| Provided records |
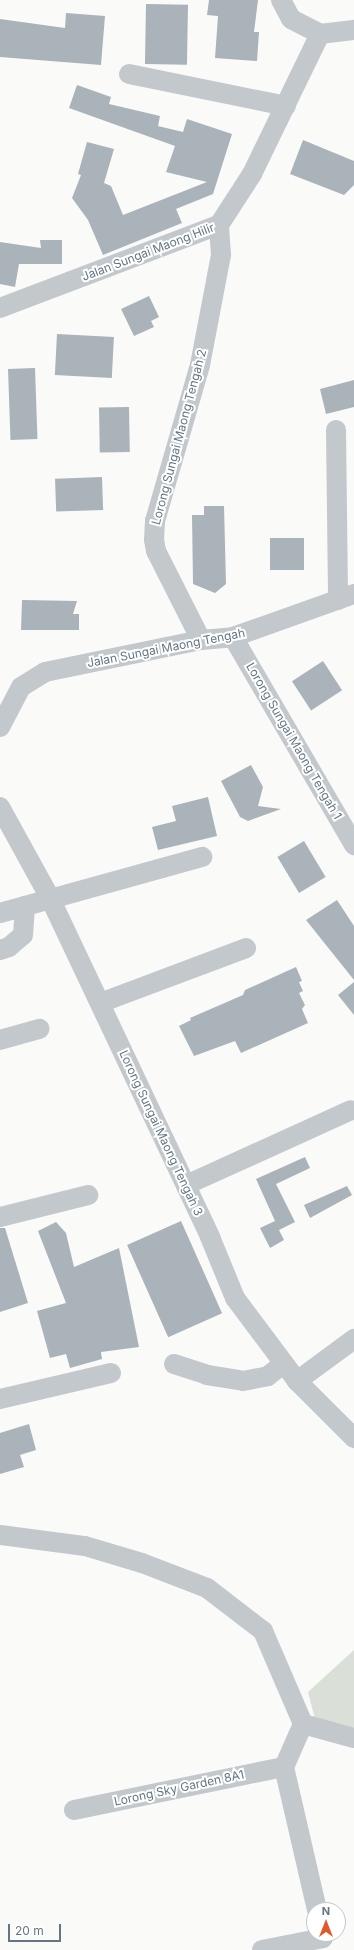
<!DOCTYPE html>
<html>
<head>
<meta charset="utf-8">
<style>
	body { margin:0 }
	#map { position:relative; width:354px; height:1950px; overflow:hidden; background:#fafaf8; font-family:Inter,sans-serif }
	div>[style] { position:absolute }
	.green>* { inset:0; background:#dadfd7 }
	.building>* { inset:0; background:#aab3b9; transform-origin:0 0 }
	.minor>* { height:20px; margin:-10px; padding:0 10px; transform-origin:10px; border-radius:10px; background:#c3c8cc }
	span { translate:-50% -50%; white-space:nowrap; text-align:center; line-height:1.15; -webkit-text-stroke:4px #fff; paint-order:stroke }
	.street-label { font-size:12px; color:#657683 }
	.north { position:absolute; left:306px; top:1902px; width:40px; height:40px; box-sizing:border-box; background:#fff; border:1px solid #c1c8cd; border-radius:50%; rotate:0deg; font-size:11px; font-weight:700; line-height:16px; text-align:center; color:#657683 }
	.north::after { content:''; display:block; margin:auto; width:14px; height:18px; background:#e4572e; clip-path:polygon(50% 0,100% 100%,50% 72%,0 100%) }
	.scale { position:absolute; left:8px; top:1924px; width:53px; height:18px; box-sizing:border-box; border:2px solid #657683; border-top:0; padding-left:5px; font-size:12px; line-height:14px; white-space:nowrap; color:#657683; -webkit-text-stroke:3px #fff; paint-order:stroke }
</style>
</head>
<body>
<div id="map">
	<div class="green">
		<div style="clip-path:polygon(354px 1650px,354px 1730px,315px 1719px,308px 1692px)"></div>
	</div>
	<div class="building">
		<div style="clip-path:polygon(209px 0,258px 0,254px 32px,259px 32px,257px 61px,215px 58px,218px 16px,207px 15px)"></div>
		<div style="left:146px;top:4px;width:42px;height:60px;rotate:1deg"></div>
		<div style="clip-path:polygon(66px 13px,105px 16px,101px 65px,0 57px,0 19px,65px 28px)"></div>
		<div style="clip-path:polygon(77px 85px,111px 97px,109px 104px,160px 116px,158px 126px,183px 132px,187px 119px,232px 134px,213px 194px,176px 209px,182px 223px,103px 255px,88px 220px,72px 198px,81px 175px,78px 174px,87px 142px,114px 149px,104px 183px,111px 186px,123px 215px,207px 182px,166px 172px,175px 146px,69px 108px)"></div>
		<div style="clip-path:polygon(303px 140px,354px 161px,354px 185px,344px 195px,290px 174px)"></div>
		<div style="clip-path:polygon(40px 240px,62px 240px,62px 264px,19px 264px,15px 287px,0 284px,0 242px,41px 248px)"></div>
		<div style="clip-path:polygon(149px 296px,159px 317px,151px 321px,154px 327px,134px 336px,121px 309px)"></div>
		<div style="left:57px;top:334px;width:57px;height:41px;rotate:3deg"></div>
		<div style="left:35px;top:368px;width:71px;height:27px;rotate:88deg"></div>
		<div style="clip-path:polygon(354px 380px,354px 407px,326px 414px,320px 389px)"></div>
		<div style="left:129px;top:407px;width:45px;height:30px;rotate:89deg"></div>
		<div style="left:102px;top:477px;width:33px;height:47px;rotate:88deg"></div>
		<div style="clip-path:polygon(204px 506px,224px 506px,226px 584px,215px 593px,193px 584px,192px 515px,204px 515px)"></div>
		<div style="left:270px;top:538px;width:34px;height:32px"></div>
		<div style="clip-path:polygon(22px 600px,77px 601px,73px 614px,79px 614px,79px 630px,21px 630px)"></div>
		<div style="left:323px;top:661px;width:35px;height:37px;rotate:57deg"></div>
		<div style="clip-path:polygon(251px 765px,263px 787px,258px 806px,281px 809px,248px 821px,240px 817px,221px 781px)"></div>
		<div style="clip-path:polygon(208px 797px,217px 836px,158px 850px,152px 827px,176px 821px,172px 806px)"></div>
		<div style="left:304px;top:841px;width:42px;height:31px;rotate:59deg"></div>
		<div style="clip-path:polygon(337px 900px,354px 926px,354px 980px,306px 920px)"></div>
		<div style="clip-path:polygon(296px 967px,302px 981px,299px 982px,303px 991px,299px 993px,305px 1005px,302px 1009px,308px 1023px,241px 1053px,235px 1041px,194px 1056px,179px 1026px,191px 1020px,190px 1018px,243px 995px,245px 990px)"></div>
		<div style="clip-path:polygon(354px 982px,354px 1015px,338px 995px)"></div>
		<div style="clip-path:polygon(305px 1157px,310px 1168px,276px 1184px,295px 1222px,279px 1230px,284px 1240px,270px 1248px,260px 1228px,275px 1221px,256px 1179px)"></div>
		<div style="clip-path:polygon(347px 1186px,352px 1195px,310px 1218px,304px 1205px)"></div>
		<div style="left:181px;top:1221px;width:101px;height:59px;rotate:66deg"></div>
		<div style="clip-path:polygon(56px 1222px,66px 1233px,74px 1267px,119px 1248px,139px 1347px,101px 1352px,102px 1359px,70px 1368px,66px 1354px,50px 1358px,37px 1311px,66px 1303px,38px 1231px)"></div>
		<div style="clip-path:polygon(0 1228px,5px 1228px,28px 1303px,0 1312px)"></div>
		<div style="clip-path:polygon(29px 1424px,36px 1450px,20px 1455px,24px 1467px,0 1474px,0 1433px)"></div>
	</div>
	<div class="minor">
		<div style="left:281px;top:0;width:21px;rotate:62deg"></div>
		<div style="left:291px;top:19px;width:33px;rotate:27deg"></div>
		<div style="left:129px;top:74px;width:160px;rotate:11.5deg"></div>
		<div style="left:0;top:308px;width:234px;rotate:-20.8deg"></div>
		<div style="left:219px;top:225px;width:61px;rotate:-57.1deg"></div>
		<div style="left:252px;top:174px;width:156px;rotate:-64.1deg"></div>
		<div style="left:320px;top:34px;width:34px;rotate:-7deg"></div>
		<div style="left:336px;top:430px;width:170px;rotate:89.3deg"></div>
		<div style="left:233px;top:637px;width:241px;rotate:59.8deg"></div>
		<div style="left:201px;top:640px;width:100px;rotate:-116.8deg"></div>
		<div style="left:156px;top:551px;width:11px;rotate:-100deg"></div>
		<div style="left:154px;top:540px;width:19px;rotate:-87deg"></div>
		<div style="left:155px;top:521px;width:162px;rotate:-73.9deg"></div>
		<div style="left:200px;top:365px;width:112px;rotate:-79.2deg"></div>
		<div style="left:221px;top:255px;width:30px;rotate:-94deg"></div>
		<div style="left:0;top:727px;width:45px;rotate:-62.3deg"></div>
		<div style="left:21px;top:687px;width:28px;rotate:-32deg"></div>
		<div style="left:45px;top:672px;width:159px;rotate:-11.6deg"></div>
		<div style="left:201px;top:640px;width:32px;rotate:-5deg"></div>
		<div style="left:233px;top:637px;width:128px;rotate:-19.6deg"></div>
		<div style="left:0;top:807px;width:104px;rotate:61.2deg"></div>
		<div style="left:50px;top:898px;width:375px;rotate:64.7deg"></div>
		<div style="left:210px;top:1237px;width:66px;rotate:67.7deg"></div>
		<div style="left:235px;top:1298px;width:104px;rotate:53.2deg"></div>
		<div style="left:297px;top:1381px;width:81px;rotate:45deg"></div>
		<div style="left:0;top:913px;width:210px;rotate:-15.5deg"></div>
		<div style="left:0;top:950px;width:9px;rotate:-18deg"></div>
		<div style="left:9px;top:947px;width:18px;rotate:-41deg"></div>
		<div style="left:23px;top:935px;width:29px;rotate:-86deg"></div>
		<div style="left:100px;top:1003px;width:156px;rotate:-20.6deg"></div>
		<div style="left:0;top:1040px;width:41px;rotate:-15.8deg"></div>
		<div style="left:186px;top:1185px;width:181px;rotate:-24.4deg"></div>
		<div style="left:0;top:1217px;width:91px;rotate:-14deg"></div>
		<div style="left:174px;top:1364px;width:35px;rotate:18deg"></div>
		<div style="left:207px;top:1375px;width:36px;rotate:9deg"></div>
		<div style="left:243px;top:1381px;width:25px;rotate:-11deg"></div>
		<div style="left:268px;top:1376px;width:19px;rotate:-39deg"></div>
		<div style="left:297px;top:1381px;width:71px;rotate:-36.4deg"></div>
		<div style="left:0;top:1399px;width:114px;rotate:-13.2deg"></div>
		<div style="left:0;top:1535px;width:86px;rotate:7.4deg"></div>
		<div style="left:85px;top:1546px;width:59px;rotate:16.6deg"></div>
		<div style="left:142px;top:1563px;width:70px;rotate:21deg"></div>
		<div style="left:207px;top:1588px;width:71px;rotate:37.5deg"></div>
		<div style="left:263px;top:1631px;width:101px;rotate:66.7deg"></div>
		<div style="left:303px;top:1724px;width:47px;rotate:113.8deg"></div>
		<div style="left:284px;top:1767px;width:147px;rotate:77deg"></div>
		<div style="left:303px;top:1724px;width:53px;rotate:15.4deg"></div>
		<div style="left:74px;top:1810px;width:214px;rotate:-11.6deg"></div>
		<div style="left:262px;top:1950px;width:62px;rotate:-11.1deg"></div>
	</div>
	<div class="street-label">
		<span style="left:148px;top:252px;rotate:-21deg">Jalan Sungai Maong Hilir</span>
		<span style="left:179px;top:437px;rotate:-75deg">Lorong Sungai Maong Tengah 2</span>
		<span style="left:166px;top:648px;rotate:-11deg">Jalan Sungai Maong Tengah</span>
		<span style="left:294px;top:741px;rotate:60deg">Lorong Sungai Maong Tengah 1</span>
		<span style="left:161px;top:1133px;rotate:65deg">Lorong Sungai Maong Tengah 3</span>
		<span style="left:179px;top:1788px;rotate:-12deg">Lorong Sky Garden 8A1</span>
	</div>
	<div class="north">N</div>
	<div class="scale">20 m</div>
</div>
</body>
</html>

| What is needed |
Where a line above contains the string "background", copy that line.

| Response to the task |
	#map { position:relative; width:354px; height:1950px; overflow:hidden; background:#fafaf8; font-family:Inter,sans-serif }
	.green>* { inset:0; background:#dadfd7 }
	.building>* { inset:0; background:#aab3b9; transform-origin:0 0 }
	.minor>* { height:20px; margin:-10px; padding:0 10px; transform-origin:10px; border-radius:10px; background:#c3c8cc }
	.north { position:absolute; left:306px; top:1902px; width:40px; height:40px; box-sizing:border-box; background:#fff; border:1px solid #c1c8cd; border-radius:50%; rotate:0deg; font-size:11px; font-weight:700; line-height:16px; text-align:center; color:#657683 }
	.north::after { content:''; display:block; margin:auto; width:14px; height:18px; background:#e4572e; clip-path:polygon(50% 0,100% 100%,50% 72%,0 100%) }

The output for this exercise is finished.